Вспомнился мне и такой эпизод из жизни Семченка. Шестнадцать разведчиков-чекистов под командой Семена держали заслон на железной дороге Билгорай — Замостье. Прошли основные силы партизан, но опаздывал 2-й полк и снять заслон было нельзя. В это время подошел поезд, груженный танками и автомашинами. Паровоз подорвался на мине, разведчики обстреляли эшелон, Сначала гитлеровцы растерялись, а потом развернули башни танков и открыли огонь. Плаксин вел огонь стоя.

— Ложись, сукин ты сын, — крикнул Семченок.

Плаксин плюхнулся в сугроб. Подошел 2-й полк. Его опытный командир Петр Кульбака повел партизан в атаку, и с гитлеровцами было покончено.

Четырнадцать танков и два десятка автомашин были подорваны и сожжены.

После боя Семченок кричал на Плаксина:

— Ты почему не ложился? Пулю схватить хочешь? Боевого устава не знаешь, вот что я тебе скажу!

— Виноват, — оправдывался Плаксин, — забыл лечь.

Стряхивая снег, Плаксин ворчал: «Товарищ старший лейтенант заставил меня лечь в снег, теперь буду мокрым ходить. Моя мама говорила, что я мальчик хрупкого здоровья и во время боя должен выбирать сухое место. Сыночек мой дорогой, — говорила она, — мальчик ты нежного склада, бойся простуды».
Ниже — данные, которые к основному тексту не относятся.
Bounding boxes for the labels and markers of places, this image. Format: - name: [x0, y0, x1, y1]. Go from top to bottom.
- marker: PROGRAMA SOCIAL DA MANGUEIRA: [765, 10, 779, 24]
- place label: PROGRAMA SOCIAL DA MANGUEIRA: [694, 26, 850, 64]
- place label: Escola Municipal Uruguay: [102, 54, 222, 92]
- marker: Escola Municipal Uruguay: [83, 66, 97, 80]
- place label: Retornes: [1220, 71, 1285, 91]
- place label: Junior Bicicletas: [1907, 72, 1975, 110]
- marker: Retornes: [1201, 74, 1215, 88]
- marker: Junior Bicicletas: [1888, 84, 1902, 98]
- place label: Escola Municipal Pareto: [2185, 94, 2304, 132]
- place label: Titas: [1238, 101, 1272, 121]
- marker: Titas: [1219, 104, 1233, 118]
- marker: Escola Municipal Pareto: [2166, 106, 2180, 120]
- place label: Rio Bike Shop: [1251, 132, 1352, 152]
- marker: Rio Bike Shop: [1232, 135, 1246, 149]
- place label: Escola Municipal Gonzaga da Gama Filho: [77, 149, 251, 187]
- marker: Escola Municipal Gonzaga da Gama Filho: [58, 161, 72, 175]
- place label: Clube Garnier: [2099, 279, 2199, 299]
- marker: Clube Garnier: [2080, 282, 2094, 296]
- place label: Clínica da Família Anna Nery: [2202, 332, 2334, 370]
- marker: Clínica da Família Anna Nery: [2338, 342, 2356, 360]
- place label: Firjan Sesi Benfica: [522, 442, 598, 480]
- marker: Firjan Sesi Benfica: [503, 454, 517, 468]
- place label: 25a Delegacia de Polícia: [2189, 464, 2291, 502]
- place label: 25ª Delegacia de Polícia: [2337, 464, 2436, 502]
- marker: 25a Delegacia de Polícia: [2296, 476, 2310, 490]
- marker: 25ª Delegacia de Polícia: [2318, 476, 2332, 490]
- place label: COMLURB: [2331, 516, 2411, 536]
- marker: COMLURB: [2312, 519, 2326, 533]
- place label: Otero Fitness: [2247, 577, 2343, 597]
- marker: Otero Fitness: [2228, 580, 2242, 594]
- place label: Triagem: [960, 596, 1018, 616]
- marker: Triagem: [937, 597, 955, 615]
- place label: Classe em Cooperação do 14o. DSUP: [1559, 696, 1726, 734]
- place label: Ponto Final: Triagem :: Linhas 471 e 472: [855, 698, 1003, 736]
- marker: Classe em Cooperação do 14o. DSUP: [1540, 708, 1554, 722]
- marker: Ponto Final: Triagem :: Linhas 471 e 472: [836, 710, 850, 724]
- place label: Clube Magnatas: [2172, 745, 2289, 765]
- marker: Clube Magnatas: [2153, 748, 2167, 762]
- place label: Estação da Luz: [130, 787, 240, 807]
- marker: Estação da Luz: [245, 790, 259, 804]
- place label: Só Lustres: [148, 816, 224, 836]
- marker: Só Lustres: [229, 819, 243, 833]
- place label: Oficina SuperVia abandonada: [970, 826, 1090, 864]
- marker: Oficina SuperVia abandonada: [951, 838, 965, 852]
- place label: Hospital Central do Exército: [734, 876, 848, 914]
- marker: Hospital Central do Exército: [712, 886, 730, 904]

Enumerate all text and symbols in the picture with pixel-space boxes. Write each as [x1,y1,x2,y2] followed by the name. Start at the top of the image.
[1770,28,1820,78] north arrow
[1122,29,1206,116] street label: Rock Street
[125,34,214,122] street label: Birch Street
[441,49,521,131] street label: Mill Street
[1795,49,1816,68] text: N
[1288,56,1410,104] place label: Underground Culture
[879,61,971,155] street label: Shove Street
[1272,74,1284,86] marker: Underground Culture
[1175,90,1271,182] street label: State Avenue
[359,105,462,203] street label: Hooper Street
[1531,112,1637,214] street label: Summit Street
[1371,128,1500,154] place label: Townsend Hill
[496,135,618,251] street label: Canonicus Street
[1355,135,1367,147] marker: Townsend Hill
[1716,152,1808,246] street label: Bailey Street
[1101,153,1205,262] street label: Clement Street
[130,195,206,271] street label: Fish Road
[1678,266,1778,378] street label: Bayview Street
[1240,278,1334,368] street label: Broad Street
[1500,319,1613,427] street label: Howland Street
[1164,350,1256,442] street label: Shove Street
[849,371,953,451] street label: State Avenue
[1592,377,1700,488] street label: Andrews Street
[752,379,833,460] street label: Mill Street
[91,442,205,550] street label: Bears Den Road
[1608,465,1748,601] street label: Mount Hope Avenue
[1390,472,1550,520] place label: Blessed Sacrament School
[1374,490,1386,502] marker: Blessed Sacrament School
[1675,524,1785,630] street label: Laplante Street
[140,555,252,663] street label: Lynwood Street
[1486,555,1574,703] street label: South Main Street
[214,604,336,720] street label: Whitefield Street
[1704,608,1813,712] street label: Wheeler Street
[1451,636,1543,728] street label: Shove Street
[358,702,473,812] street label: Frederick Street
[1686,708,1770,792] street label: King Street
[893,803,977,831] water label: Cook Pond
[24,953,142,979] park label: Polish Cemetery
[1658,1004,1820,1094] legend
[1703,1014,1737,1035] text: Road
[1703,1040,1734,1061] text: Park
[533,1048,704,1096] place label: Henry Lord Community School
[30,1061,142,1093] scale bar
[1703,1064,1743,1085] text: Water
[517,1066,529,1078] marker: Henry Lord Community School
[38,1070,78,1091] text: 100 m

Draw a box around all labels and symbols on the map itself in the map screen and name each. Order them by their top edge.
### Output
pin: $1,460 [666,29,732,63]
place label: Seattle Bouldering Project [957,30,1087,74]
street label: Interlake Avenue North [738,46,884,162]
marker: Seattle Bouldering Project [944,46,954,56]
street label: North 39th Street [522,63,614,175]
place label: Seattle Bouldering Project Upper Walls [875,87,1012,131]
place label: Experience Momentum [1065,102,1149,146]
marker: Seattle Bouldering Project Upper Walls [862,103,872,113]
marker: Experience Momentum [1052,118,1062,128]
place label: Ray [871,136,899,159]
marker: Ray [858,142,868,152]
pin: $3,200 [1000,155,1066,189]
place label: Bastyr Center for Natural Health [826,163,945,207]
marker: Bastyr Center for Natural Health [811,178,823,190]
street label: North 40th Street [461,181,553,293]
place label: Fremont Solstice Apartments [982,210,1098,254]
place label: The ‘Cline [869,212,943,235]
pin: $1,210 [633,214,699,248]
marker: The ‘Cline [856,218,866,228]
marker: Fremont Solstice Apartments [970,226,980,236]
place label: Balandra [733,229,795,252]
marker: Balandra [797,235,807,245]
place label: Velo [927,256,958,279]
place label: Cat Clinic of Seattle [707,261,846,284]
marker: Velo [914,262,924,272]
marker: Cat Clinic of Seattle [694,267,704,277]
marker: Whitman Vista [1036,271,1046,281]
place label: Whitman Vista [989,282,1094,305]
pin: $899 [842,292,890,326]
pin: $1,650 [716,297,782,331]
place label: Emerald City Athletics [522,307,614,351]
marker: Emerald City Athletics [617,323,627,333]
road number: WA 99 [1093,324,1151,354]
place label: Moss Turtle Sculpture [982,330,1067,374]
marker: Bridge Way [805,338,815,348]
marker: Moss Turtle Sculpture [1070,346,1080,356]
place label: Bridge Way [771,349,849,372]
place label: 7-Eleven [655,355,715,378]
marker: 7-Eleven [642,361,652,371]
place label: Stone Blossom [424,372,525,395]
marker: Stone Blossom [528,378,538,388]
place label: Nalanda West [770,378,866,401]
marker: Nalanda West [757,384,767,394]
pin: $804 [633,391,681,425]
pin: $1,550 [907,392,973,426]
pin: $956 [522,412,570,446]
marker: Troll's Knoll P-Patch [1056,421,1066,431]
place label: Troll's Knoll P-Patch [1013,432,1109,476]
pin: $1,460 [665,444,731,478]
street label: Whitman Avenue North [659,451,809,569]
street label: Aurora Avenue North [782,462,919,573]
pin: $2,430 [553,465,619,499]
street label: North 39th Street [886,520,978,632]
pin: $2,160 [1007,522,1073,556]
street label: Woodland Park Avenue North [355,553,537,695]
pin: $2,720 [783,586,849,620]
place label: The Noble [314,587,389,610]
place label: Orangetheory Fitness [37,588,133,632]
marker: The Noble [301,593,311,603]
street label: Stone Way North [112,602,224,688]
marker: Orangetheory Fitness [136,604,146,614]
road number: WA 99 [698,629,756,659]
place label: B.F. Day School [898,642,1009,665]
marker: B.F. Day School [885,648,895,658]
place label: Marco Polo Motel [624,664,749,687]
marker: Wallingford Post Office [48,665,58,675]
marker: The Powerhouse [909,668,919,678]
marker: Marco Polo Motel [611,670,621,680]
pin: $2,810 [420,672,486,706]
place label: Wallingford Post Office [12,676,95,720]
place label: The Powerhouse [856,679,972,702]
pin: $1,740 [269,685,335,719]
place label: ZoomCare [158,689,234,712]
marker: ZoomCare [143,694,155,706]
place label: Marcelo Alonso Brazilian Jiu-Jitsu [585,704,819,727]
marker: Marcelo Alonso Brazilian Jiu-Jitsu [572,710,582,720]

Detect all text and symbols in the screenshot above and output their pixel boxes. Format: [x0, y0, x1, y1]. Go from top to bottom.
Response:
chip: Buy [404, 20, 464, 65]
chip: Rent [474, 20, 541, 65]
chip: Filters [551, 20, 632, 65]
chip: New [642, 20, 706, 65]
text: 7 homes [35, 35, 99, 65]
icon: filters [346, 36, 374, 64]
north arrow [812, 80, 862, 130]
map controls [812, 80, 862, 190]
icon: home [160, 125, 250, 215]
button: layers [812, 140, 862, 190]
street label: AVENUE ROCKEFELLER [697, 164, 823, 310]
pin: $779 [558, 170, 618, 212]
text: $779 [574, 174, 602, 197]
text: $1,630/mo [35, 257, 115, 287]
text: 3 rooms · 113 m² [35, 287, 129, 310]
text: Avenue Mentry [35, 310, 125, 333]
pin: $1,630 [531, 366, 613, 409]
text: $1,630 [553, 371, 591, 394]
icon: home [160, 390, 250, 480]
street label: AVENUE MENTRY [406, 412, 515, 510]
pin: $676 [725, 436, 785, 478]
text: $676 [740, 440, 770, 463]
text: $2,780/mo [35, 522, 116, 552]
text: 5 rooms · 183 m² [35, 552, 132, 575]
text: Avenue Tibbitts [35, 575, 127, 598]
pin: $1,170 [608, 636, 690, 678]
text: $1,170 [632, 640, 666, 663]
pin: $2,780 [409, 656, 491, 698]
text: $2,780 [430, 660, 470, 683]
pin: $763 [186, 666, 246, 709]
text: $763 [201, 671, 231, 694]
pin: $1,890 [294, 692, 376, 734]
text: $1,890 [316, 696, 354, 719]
Семченок улыбнулся и зашагал вслед удалявшимся партизанам.

И вот опять Семченок уходит на задание.

После инструктажа я сказал Семену.

— Имей в виду, они нам нужны не мертвые, а живые.

— Есть доставить живыми! — и, как всегда, добавил: — Ударим по бездорожью!

Операция была проведена блестяще. Хлопцы захватили националистических карателей на хуторе в районе села Печихвосты. Налет был проведен молниеносно: в течение десяти минут все было кончено. Бандиты, как доложил Семченок, успели сделать несколько выстрелов, ранив лишь лошадь. Пять человек были доставлены в расположение опергруппы.

Допрос шел за допросом. Десять дней нам приходилось работать настолько напряженно, что не оставалось времени для сна. На допрос привели захваченного националиста, а мною овладело какое-то дремотное оцепенение, с трудом открыл глаза.

На стуле сидел мелкий человечек. Его лицо вполне вместилось бы, как говорят украинцы, в «жменю». Нижняя челюсть торчала узким клином, от него несло самогонным перегаром. «Красавец мужчина», — подумал я.

— Ваша фамилия?

— Хрен, — назвался арестованный.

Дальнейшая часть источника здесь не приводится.